The DRS System and GameStop: 76 Million Shares Directly Registered but Ignored by Wall Street
GameStop disclosed in its annual filing that record holders hold 25% of the total number of outstanding shares.
What Is the Direct Registration System?
The direct registration system (DRS) is an alternative to holding your shares through a brokerage.
DRS (Direct Registration System) is a service provided by The Depository Trust Company (DTC) that allows registered shareholders of the issuer to hold their assets (shares) on the transfer agent's books and records in book-entry form rather than a physical stock certificate. DRS Format enables electronic share transfers between a broker dealer and a transfer agent.
A DRS Transaction Statement or DRS Advice represents DRS shares held in the name of the registered shareholder. DRS shares cannot be lost, saving the cost and time associated with replacing lost certificates. The shareholder retains full ownership of the shares, as well as all traditional voting rights and privileges associated with share ownership.
What is the Reason for GameStop Investors to Utilize DRS?
One of the main benefits of utilizing DRS is that it acknowledges you as the actual shareholder of the shares. As a result, communication with the company becomes more streamlined, and you have the ability to receive dividends and directly access certain documents.
Furthermore, there is an additional advantage to this approach. The majority of transfer agents, such as Computershare, which is GameStop's (GME) agent, do not lend registered shares to short sellers. In order to bet against a stock, short sellers must borrow shares from a brokerage.
In addition to that, if a company were to register all of its stock float directly with a transfer agent, it could have a significant impact on short sellers, who would find it difficult to open bear positions.
Short sellers face greater challenges when a substantial number of shares are registered with the DRS. This results in addddn increase in borrowing fees as the availability of shares becomes limited.
Moreover, after the GameStop short-squeeze incident in 2021, many individual shareholders became skeptical of trading structures.
Additionally, numerous shareholders have opted to keep their shares away from brokerages to avoid any trading restrictions, like the ones experienced by Robinhood during the height of the short squeeze (HOOD).
What is the Number of Directly Registered GME Shares?
As per GameStop's latest 10-K Form, approximately 76 million shares are registered directly with the transfer agent.
Moreover, the company's annual report reveals that out of the 76 million registered shares, around 197,000 are owned by record holders. This indicates that each individual investor owns 385 shares.
Remarkably, this means that through Computershare, individual investors possess 25% of all GameStop shares.
When we consider GameStop's present market capitalization of roughly $7 billion, it indicates that $1.75 billion worth of shares are held beyond brokerages and banks.

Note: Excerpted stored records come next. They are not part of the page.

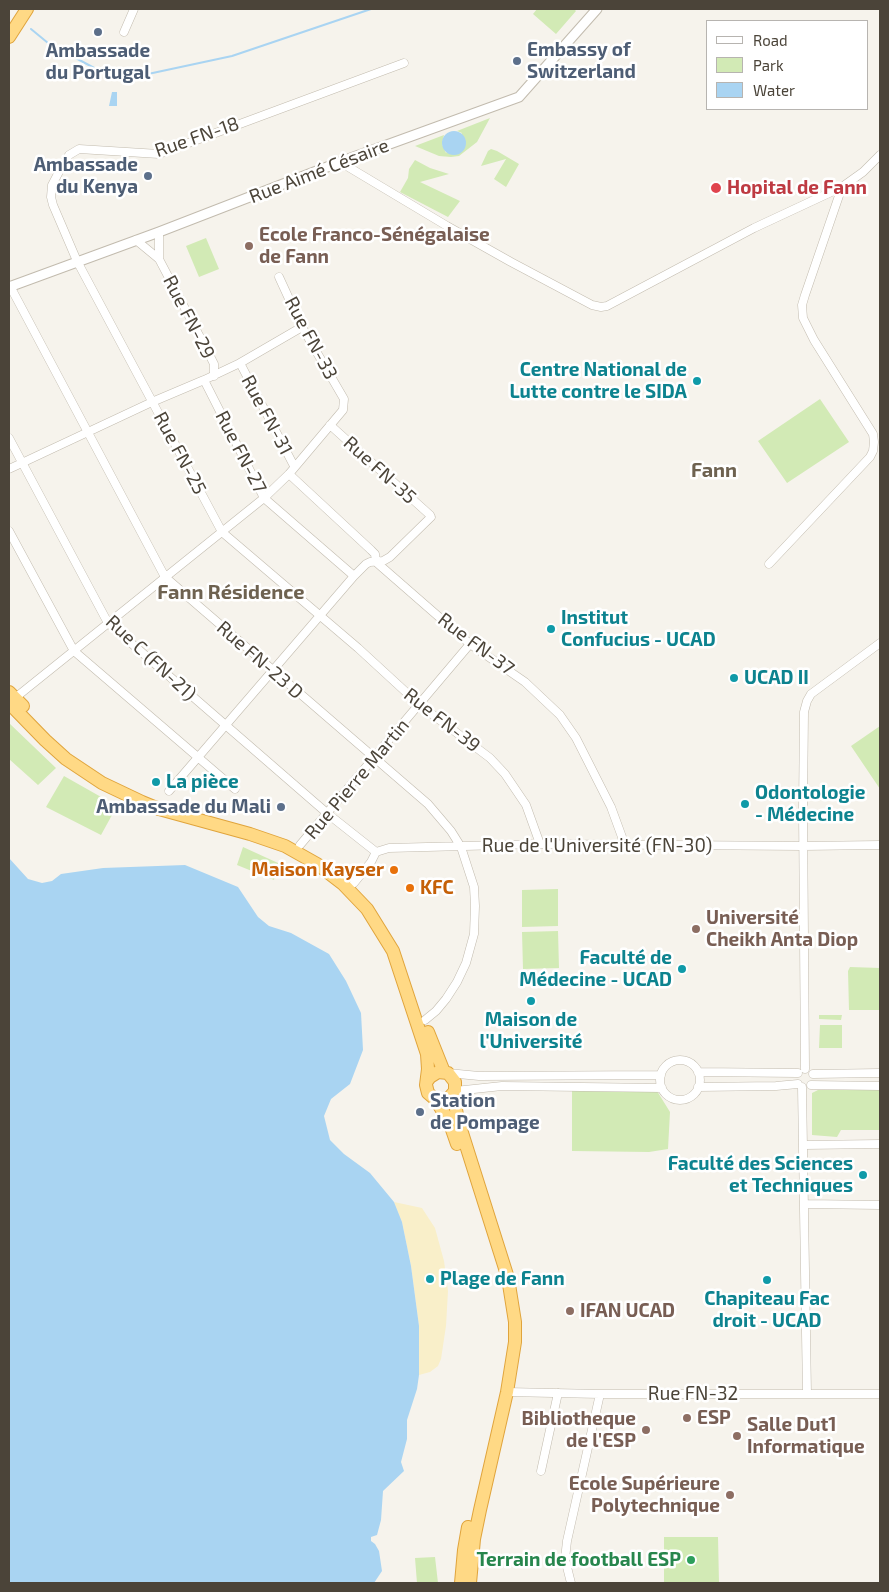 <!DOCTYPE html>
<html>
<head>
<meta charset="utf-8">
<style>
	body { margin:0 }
	#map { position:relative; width:889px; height:1592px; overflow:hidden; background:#f6f3ec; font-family:"Exo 2",sans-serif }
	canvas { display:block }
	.frame { position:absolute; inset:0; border:10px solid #4b4439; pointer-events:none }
	.legend { position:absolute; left:706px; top:20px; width:162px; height:90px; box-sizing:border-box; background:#fff; border:1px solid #b7b4b0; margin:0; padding:6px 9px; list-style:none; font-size:15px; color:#4b4439 }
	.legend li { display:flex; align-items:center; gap:10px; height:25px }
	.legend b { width:25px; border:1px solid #b7b4b0 }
</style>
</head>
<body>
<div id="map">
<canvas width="889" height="1592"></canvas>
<div class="frame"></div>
<ul class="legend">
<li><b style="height:6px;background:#fff"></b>Road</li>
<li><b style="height:14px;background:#d2eab5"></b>Park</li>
<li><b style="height:14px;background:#a9d4f2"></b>Water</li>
</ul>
</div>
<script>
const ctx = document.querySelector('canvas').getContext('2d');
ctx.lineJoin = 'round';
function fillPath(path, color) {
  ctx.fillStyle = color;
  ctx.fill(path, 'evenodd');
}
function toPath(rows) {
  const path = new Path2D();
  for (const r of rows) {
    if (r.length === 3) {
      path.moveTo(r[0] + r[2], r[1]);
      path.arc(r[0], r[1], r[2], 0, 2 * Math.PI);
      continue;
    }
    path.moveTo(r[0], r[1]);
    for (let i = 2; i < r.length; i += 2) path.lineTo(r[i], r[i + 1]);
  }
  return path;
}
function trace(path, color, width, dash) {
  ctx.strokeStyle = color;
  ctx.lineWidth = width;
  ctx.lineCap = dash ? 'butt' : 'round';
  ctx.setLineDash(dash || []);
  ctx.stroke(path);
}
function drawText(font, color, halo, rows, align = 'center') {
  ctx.font = font + ' "Exo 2",sans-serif';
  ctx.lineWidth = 5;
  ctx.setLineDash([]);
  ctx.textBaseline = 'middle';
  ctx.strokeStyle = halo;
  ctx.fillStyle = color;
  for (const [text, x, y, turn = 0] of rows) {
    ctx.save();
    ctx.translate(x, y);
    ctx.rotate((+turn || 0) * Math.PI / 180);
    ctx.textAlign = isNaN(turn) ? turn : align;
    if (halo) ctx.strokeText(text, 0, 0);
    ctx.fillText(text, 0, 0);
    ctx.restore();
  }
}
const green = toPath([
	[537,9,574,9,576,11,556,34,533,14],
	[490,118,477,142,459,156,451,157,439,156,415,146,444,135,442,144,446,153,462,133,457,131],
	[491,149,497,151,519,164,506,187,494,179,506,159,481,166,488,151],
	[415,160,430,168,449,174,420,182,460,201,448,217,400,192,408,178,409,169],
	[206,238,219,269,199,277,186,246],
	[820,399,849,442,787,483,758,441],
	[9,723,56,768,38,785,9,759],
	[880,726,880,789,851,746],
	[64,776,117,806,101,835,46,807],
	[243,847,278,863,274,880,237,865],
	[558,889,558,926,522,927,522,890],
	[558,931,559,968,523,969,522,932],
	[850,967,880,968,880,1010,849,1010,848,971],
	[819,1015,842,1015,841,1020,819,1019],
	[820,1025,842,1025,842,1048,819,1048],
	[572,1090,657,1091,670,1112,668,1149,649,1152,572,1151],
	[818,1090,880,1090,880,1130,841,1130,837,1137,812,1135,812,1093],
	[664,1537,718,1537,719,1583,664,1583],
	[435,1557,438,1583,417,1583,415,1558]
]);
const sand = toPath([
	[394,1202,422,1208,435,1228,444,1261,448,1291,446,1326,441,1359,438,1366,430,1372,419,1375,419,1326,411,1266,402,1222]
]);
const water = toPath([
	[112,92,117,92,117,106,109,106],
	[454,143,12],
	[9,858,28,879,42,883,52,881,61,874,103,868,185,865,238,887,258,917,269,926,291,933,329,954,346,981,361,1013,363,1050,350,1084,331,1099,324,1116,330,1140,344,1154,370,1173,394,1202,402,1222,411,1266,419,1326,419,1375,417,1389,407,1420,407,1439,401,1462,404,1471,383,1491,381,1520,377,1535,371,1537,371,1541,375,1544,379,1551,382,1571,374,1583,9,1583]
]);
const stream = toPath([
	[31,29,48,43,109,76,148,74,232,56,371,9]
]);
const minor = toPath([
	[124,32,134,9],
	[404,63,159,154,79,149,69,155,61,168,52,185,51,197,53,205,77,261,222,532,358,648,420,705,490,758,505,774,526,805,540,844],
	[340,162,447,226,511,262,592,305,601,307,607,306,754,228,842,187,863,172,880,155],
	[159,232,159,259],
	[136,240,159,259,211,358,214,364,214,376],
	[10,286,165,577,428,804,451,831,461,847,474,887,475,906,474,934,466,963,457,982,446,999,436,1011,425,1020],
	[240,363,294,466],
	[204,380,264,498,354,576],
	[9,438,108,623,328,814,376,852],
	[9,469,152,402,204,380,240,363,302,327],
	[289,474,371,550,375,554,376,562,470,644,525,682,560,715,576,738,611,807,622,837,623,845],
	[9,531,74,651,235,789],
	[769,564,870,457,873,451,874,442,873,434,814,340,803,318,802,305,805,295,842,187],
	[15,698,264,498,289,474,343,410,344,399,302,327,279,277],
	[169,791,354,576,366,564,370,562,383,561,390,557,431,517,430,515,330,425],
	[300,845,470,644],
	[376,852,389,848,540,844,803,846,880,845],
	[354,883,371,862,376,852],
	[680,1080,20],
	[805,1069,803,809,804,712,807,701,811,694,880,643],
	[698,1072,798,1073],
	[448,1073,479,1076,661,1075],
	[813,1074,880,1073],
	[811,1085,880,1086],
	[698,1087,776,1086,798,1084],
	[802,1087,807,1394],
	[455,1091,502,1086,662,1088],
	[804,1145,880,1144],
	[805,1204,880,1205],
	[507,1392,600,1394,880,1394],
	[541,1471,558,1393],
	[571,1583,565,1559,567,1541,600,1394]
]);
const tertiary = toPath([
	[9,287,159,232,340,162,519,97,597,9]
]);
const trunk = toPath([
	[9,37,27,9],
	[9,692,23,706],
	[9,703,45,740,66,759,102,783,142,802,159,809,250,834,285,846,317,864,343,884,367,909,393,951,427,1054,428,1069,426,1085,428,1093,435,1099,440,1101,449,1098,455,1091,455,1082,448,1073,438,1072,430,1077,427,1081],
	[428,1032,444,1072],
	[453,1094,458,1120,508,1278,515,1322,515,1342,507,1392,480,1510,474,1539,470,1583],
	[435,1099,449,1121,457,1144],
	[461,1583,464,1550,468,1527]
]);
const markers = [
	[98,32,5,"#5c6f8a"],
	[517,61,5,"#5c6f8a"],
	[148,176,5,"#5c6f8a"],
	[716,188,6,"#e0444e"],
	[249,246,5,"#8d6e63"],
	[697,381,5,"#0f9aa8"],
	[551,629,5,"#0f9aa8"],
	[734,678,5,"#0f9aa8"],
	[156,782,5,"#0f9aa8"],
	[745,804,5,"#0f9aa8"],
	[281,807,5,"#5c6f8a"],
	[394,870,5,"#e8710a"],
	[410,888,5,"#e8710a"],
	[696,929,5,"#8d6e63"],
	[682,969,5,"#0f9aa8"],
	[531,1001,5,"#0f9aa8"],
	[420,1112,5,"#5c6f8a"],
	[863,1175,5,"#0f9aa8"],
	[430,1279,5,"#0f9aa8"],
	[767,1280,5,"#0f9aa8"],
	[570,1311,5,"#8d6e63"],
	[687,1418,5,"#8d6e63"],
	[646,1430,5,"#8d6e63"],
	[737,1436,5,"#8d6e63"],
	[730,1495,5,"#8d6e63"],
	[691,1560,5,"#2e9e5b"]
];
const serviceNames = [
	["Embassy of",527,50],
	["Switzerland",527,72],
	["Ambassade",98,51,"center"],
	["du Portugal",98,73,"center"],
	["Ambassade",138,165,"right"],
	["du Kenya",138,187,"right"],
	["Ambassade du Mali",271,807,"right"],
	["Station",430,1101],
	["de Pompage",430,1123]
];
const streetNames = [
	["Rue FN-18",197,137,-19],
	["Rue Aimé Césaire",319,171,-21],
	["Rue FN-29",189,317,63],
	["Rue FN-33",311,338,62],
	["Rue FN-31",267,415,62],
	["Rue FN-27",241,452,63],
	["Rue FN-25",180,453,62],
	["Rue FN-35",380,470,42],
	["Rue FN-37",476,644,37],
	["Rue C (FN-21)",151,658,43],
	["Rue FN-23 D",260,660,41],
	["Rue FN-39",442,720,38],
	["Rue Pierre Martin",357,779,-50],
	["Rue de l'Université (FN-30)",597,846],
	["Rue FN-32",693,1394]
];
const healthNames = [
	["Hopital de Fann",727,188]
];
const educationNames = [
	["Ecole Franco-Sénégalaise",259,235],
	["de Fann",259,257],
	["Université",706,918],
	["Cheikh Anta Diop",706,940],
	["IFAN UCAD",580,1311],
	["ESP",697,1418],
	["Bibliotheque",636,1419,"right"],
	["de l'ESP",636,1441,"right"],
	["Salle Dut1",747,1425],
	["Informatique",747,1447],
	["Ecole Supérieure",720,1484,"right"],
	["Polytechnique",720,1506,"right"]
];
const cultureNames = [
	["Centre National de",687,370,"right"],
	["Lutte contre le SIDA",687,392,"right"],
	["Institut",561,618],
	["Confucius - UCAD",561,640],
	["UCAD II",744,678],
	["La pièce",166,782],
	["Odontologie",755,793],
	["- Médecine",755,815],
	["Faculté de",672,958,"right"],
	["Médecine - UCAD",672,980,"right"],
	["Maison de",531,1020,"center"],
	["l'Université",531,1042,"center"],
	["Faculté des Sciences",853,1164,"right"],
	["et Techniques",853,1186,"right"],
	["Plage de Fann",440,1279],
	["Chapiteau Fac",767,1299,"center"],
	["droit - UCAD",767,1321,"center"]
];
const foodNames = [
	["Maison Kayser",384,870],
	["KFC",420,888,"left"]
];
const leisureNames = [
	["Terrain de football ESP",681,1560]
];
const neighbourhoodNames = [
	["Fann",714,470],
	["Fann Résidence",231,592]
];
fillPath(green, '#d2eab5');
fillPath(sand, '#f9efc9');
fillPath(water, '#a9d4f2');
trace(stream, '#a9d4f2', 2);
trace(minor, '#c2bbae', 9);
trace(tertiary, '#c2bbae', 11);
trace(trunk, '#e0a43c', 14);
trace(minor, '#fff', 8);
trace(tertiary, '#fff', 9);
trace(trunk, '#ffd985', 12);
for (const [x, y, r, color] of markers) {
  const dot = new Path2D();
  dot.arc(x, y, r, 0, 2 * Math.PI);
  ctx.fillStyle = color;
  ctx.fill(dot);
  trace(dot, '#fff', 2);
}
drawText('bold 19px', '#4e5e75', '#fff', serviceNames, 'left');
drawText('19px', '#4b4439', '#fff', streetNames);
drawText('bold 19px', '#be3a42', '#fff', healthNames, 'left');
drawText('bold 19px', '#785e54', '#fff', educationNames, 'left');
drawText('bold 19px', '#0d838f', '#fff', cultureNames, 'left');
drawText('bold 19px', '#c56008', '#fff', foodNames, 'right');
drawText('bold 19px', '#27864d', '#fff', leisureNames, 'right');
drawText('bold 20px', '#6e6250', '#fff', neighbourhoodNames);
</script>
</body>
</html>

The number of GameStop's directly registered shares has surged in recent quarters. During Q1 2022, there were 50.8 million split-adjusted directly registered shares, which then rose to 71.8 million in Q2 2022, as of October 2022. At present, a total of 197,058 individuals own 76 million DRS.
Despite the fact that Computershare remains GME's transfer agent, the report failed to mention that these shares are registered through this entity.
Why is Wall Street not discussing this?
The system of direct registration is not new. It's been around since the 1990s.Top of Form
There could be several reasons for Wall Street's silence on the DRS system. One possibility is that the DRS system is less well-known and understood by investors and traders than other investment topics. Another possibility is that Wall Street is unwilling to discuss the DRS system because it could disrupt their current business practices or result in regulatory changes.
Another reason Wall Street may not be discussing the DRS system is the potential negative impact on short sellers. Short sellers rely on brokers to borrow shares, but if the majority of shares are held directly with the transfer agent via the DRS system, short sellers may struggle to borrow enough shares to execute their trades.
This could lead to higher borrowing costs and a reduction in the number of shares available for shorting, potentially reducing the profitability of short selling strategies. As a result, in addition to the other reasons mentioned previously, Wall Street may not want to draw attention to the DRS system and the potential challenges it presents for short selling.
The DRS system may not receive as much attention on Wall Street as other investment topics because it is a back-end system that operates behind the scenes. Wall Street's primary focus is on factors such as earnings, macroeconomic indicators, and other specific market events that experts use to formulate their investment analyses.
These are the topics that tend to receive the most attention from investors and analysts, as they have a more direct impact on the financial markets and investment strategies. As a result, the DRS system may be seen as a less significant aspect of the investment landscape and may not be given as much consideration in discussions on Wall Street.
Retail investors hold a majority of GameStop's float, and the stock's non-traditional trading style has made it popular in the markets. Additionally, their scrutiny of traditional trading structures and relationships between brokerages and market makers has aided authorities in conducting investigations and proposing new rules.
While it's unclear how significant the DRS numbers have been for the GameStop movement, on some occasions, such as November 2022, GameStop's short sellers ran out of ammunition due to increased demand for short selling and the inability to execute large short trades.